PROBLEM REQUIREMENTS -
Wherever a line in the records below contains "Энгельса", copy that line.

PROVIDED RECORDS -
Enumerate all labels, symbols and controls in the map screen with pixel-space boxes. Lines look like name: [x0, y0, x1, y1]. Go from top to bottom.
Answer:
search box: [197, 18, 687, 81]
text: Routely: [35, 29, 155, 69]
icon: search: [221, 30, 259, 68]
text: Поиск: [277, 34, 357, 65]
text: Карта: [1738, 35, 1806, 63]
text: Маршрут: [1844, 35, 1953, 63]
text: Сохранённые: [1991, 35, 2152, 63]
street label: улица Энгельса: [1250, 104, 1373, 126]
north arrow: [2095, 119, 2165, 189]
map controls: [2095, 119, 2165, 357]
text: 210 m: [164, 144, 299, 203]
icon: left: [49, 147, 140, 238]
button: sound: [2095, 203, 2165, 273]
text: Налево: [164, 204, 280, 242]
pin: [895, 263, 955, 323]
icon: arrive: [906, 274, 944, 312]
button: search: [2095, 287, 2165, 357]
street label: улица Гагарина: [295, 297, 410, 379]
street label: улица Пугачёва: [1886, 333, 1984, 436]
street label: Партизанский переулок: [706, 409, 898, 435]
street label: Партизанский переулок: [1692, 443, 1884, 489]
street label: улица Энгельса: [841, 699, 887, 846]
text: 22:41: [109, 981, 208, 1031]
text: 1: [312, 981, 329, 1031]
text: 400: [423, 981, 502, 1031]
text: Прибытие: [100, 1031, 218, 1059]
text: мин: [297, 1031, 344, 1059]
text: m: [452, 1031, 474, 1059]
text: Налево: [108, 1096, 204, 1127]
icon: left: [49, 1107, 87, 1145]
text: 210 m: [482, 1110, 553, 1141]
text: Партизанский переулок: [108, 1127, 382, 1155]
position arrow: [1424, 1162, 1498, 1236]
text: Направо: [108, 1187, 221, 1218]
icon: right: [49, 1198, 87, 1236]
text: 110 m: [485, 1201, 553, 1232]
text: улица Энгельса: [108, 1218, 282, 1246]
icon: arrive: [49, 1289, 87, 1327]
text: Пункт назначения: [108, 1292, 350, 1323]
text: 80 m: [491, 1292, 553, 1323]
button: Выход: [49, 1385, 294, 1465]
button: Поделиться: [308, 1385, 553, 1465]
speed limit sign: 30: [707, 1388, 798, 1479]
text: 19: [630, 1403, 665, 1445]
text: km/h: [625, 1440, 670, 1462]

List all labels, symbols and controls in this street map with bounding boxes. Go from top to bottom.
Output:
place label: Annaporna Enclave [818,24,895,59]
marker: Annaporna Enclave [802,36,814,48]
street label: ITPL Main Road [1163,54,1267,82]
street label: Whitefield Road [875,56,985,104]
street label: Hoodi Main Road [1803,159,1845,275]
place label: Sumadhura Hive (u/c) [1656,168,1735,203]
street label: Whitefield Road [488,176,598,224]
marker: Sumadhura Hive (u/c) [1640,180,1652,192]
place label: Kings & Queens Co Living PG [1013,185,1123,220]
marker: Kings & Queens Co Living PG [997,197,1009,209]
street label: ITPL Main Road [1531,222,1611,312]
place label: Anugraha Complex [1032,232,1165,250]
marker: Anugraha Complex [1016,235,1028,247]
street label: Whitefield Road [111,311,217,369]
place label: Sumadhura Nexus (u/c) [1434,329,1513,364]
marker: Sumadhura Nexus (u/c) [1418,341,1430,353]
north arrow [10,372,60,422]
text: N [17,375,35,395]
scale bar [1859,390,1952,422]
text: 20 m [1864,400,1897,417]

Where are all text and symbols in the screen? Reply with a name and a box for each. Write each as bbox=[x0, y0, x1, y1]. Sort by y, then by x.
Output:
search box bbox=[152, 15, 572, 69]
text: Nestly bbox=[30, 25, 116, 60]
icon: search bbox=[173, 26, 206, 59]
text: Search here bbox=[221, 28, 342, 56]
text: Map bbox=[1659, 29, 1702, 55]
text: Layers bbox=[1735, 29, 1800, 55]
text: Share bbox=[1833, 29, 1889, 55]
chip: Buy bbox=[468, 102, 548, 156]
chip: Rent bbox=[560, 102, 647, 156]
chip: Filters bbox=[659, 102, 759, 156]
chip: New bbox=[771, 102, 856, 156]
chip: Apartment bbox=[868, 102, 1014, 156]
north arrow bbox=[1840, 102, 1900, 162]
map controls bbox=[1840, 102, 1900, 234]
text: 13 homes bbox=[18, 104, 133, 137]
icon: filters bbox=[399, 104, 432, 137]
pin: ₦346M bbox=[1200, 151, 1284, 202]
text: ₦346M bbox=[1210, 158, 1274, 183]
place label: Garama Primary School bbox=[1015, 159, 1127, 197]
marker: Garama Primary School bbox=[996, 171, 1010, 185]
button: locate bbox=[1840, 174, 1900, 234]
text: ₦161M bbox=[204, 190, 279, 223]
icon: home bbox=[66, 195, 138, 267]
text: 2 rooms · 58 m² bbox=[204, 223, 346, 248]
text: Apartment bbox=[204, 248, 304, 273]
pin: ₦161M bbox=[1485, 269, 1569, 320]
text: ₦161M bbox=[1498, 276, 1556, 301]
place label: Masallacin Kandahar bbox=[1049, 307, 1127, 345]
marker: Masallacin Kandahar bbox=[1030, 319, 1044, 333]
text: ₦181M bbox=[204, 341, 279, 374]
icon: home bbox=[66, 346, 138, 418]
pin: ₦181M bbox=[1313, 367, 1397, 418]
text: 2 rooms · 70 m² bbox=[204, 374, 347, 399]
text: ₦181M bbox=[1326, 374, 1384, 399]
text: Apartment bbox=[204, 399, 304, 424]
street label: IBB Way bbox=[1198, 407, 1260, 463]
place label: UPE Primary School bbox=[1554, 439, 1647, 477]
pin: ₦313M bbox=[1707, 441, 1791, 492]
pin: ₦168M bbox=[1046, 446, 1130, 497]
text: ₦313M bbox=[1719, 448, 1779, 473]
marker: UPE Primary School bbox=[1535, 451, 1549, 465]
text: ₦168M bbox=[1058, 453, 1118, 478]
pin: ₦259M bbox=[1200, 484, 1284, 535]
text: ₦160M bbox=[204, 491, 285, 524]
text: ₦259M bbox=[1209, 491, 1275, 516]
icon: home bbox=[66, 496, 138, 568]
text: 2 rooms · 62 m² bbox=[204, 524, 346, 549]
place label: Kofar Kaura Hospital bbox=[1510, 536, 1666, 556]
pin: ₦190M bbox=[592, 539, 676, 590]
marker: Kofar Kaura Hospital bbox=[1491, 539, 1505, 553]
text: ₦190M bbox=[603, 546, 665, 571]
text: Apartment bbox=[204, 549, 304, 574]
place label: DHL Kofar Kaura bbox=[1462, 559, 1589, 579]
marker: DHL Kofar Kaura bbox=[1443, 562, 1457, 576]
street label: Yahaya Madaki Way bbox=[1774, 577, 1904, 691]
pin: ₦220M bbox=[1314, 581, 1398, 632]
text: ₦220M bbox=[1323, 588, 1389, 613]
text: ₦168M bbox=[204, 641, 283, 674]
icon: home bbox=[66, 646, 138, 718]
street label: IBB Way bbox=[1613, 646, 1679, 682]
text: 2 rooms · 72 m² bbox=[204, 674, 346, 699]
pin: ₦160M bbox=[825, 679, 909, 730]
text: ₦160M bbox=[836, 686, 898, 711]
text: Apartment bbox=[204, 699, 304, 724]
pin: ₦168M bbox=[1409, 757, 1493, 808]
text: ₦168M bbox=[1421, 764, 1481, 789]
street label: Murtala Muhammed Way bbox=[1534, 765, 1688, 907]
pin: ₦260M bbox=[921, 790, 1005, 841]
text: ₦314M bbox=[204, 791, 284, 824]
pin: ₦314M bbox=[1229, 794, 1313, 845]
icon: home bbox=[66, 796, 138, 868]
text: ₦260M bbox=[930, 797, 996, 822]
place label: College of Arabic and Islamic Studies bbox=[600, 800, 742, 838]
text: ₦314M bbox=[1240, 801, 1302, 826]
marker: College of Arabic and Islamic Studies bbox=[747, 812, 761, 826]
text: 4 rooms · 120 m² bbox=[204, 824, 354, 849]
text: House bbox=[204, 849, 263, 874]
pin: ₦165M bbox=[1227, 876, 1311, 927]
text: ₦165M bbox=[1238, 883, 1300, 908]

THE ANSWER -
street label: улица Энгельса: [1250, 104, 1373, 126]
street label: улица Энгельса: [841, 699, 887, 846]
text: улица Энгельса: [108, 1218, 282, 1246]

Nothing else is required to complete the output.